Author: Vinterek, Monika, Winberg, Mikael, Tegmark, Mats, Alatalo, Tarja, Caroline, Liberg

Type of paper: Abstract refereed

In this paper we will report some results from a project (funded by the Swedish Research Council) with an aim to develop knowledge of existing reading practices to better understand what kind of support students receive at school to develop reading skills. In this we lean on earlier research that stresses the importance of many hours of diverse reading practice to develop necessary reading skills to be an active part of a democratic society. 
Data were collected 2017 and relate to the findings of a similar study conducted in 2007. The main research questions addressed in this paper are:

To what extent do students in grade 6 and 9 read continuous text, nonfiction as well fiction, as part of their school work?
What differences in the amount of reading between grade 6 and 9, among boys and girls respectively, can be detected?
What can be noticed about changes in students´ reading at school during the last decade?
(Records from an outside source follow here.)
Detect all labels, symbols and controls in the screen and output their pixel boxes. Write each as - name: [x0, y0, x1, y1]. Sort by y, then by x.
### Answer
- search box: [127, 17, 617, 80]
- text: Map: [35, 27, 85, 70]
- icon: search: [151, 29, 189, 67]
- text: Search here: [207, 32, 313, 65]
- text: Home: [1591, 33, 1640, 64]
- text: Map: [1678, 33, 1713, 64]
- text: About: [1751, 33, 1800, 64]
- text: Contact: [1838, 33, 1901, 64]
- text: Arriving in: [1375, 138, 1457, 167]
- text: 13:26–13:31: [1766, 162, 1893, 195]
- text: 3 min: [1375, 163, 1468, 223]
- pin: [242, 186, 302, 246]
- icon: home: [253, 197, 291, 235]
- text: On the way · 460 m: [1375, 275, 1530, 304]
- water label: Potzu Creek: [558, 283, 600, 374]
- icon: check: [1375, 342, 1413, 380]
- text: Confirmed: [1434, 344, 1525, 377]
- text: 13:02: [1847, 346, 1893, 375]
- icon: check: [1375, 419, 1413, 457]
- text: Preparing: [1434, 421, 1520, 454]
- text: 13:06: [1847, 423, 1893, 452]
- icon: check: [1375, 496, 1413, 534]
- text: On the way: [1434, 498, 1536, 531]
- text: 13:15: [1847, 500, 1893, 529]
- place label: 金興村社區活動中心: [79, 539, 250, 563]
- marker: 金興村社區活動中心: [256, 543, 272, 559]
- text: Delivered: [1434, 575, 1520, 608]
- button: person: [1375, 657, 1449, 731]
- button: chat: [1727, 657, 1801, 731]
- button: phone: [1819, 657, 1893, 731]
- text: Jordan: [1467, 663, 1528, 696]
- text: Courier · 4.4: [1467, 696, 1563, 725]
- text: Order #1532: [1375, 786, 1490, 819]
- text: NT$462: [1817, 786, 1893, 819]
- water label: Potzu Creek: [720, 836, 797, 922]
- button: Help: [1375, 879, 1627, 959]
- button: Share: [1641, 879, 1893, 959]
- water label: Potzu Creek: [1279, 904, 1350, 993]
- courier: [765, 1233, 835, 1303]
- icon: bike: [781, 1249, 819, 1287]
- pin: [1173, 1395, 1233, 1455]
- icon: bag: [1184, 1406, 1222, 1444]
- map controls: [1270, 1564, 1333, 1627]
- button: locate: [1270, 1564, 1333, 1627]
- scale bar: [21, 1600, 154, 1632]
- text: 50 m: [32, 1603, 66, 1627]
In the year 2017 data were collected by a questionnaire, distributed to schools with grade 6 and grade 9 in a mid-Swedish region, the same was done in 2007 for all students in grade 5 and 8 in one of Sweden’s largest municipalities.  Students were asked to estimate how many pages of continuous text, fiction and non-fiction, they had read in class during the day of the questionnaire. For the 2017 study we also asked about the amount of text read out of school as some kind of school assignment (e.g. homework). In total 1526 (2007) and 3289 (2017) answers remained after data cleaning.
We found that reading at school has declined substantially the last decade (e.g. 22% had read less than one page/day in 2007, 30% in 2017). An even higher percentage of students don’t read any pages of continuous school texts in grade 9 compared to grade 6, and girls still read more than boys. We also found that the amount of text read as part of the students’ schoolwork out of school (2017) is lower than for text read at school. These patterns are the same for non-fiction as well as for fiction.  
In the next part of the study we are taking a closer look at the actual reading practices in a selection of these classrooms trying to understand the results. There is also a need for more studies of the amount of text read at school.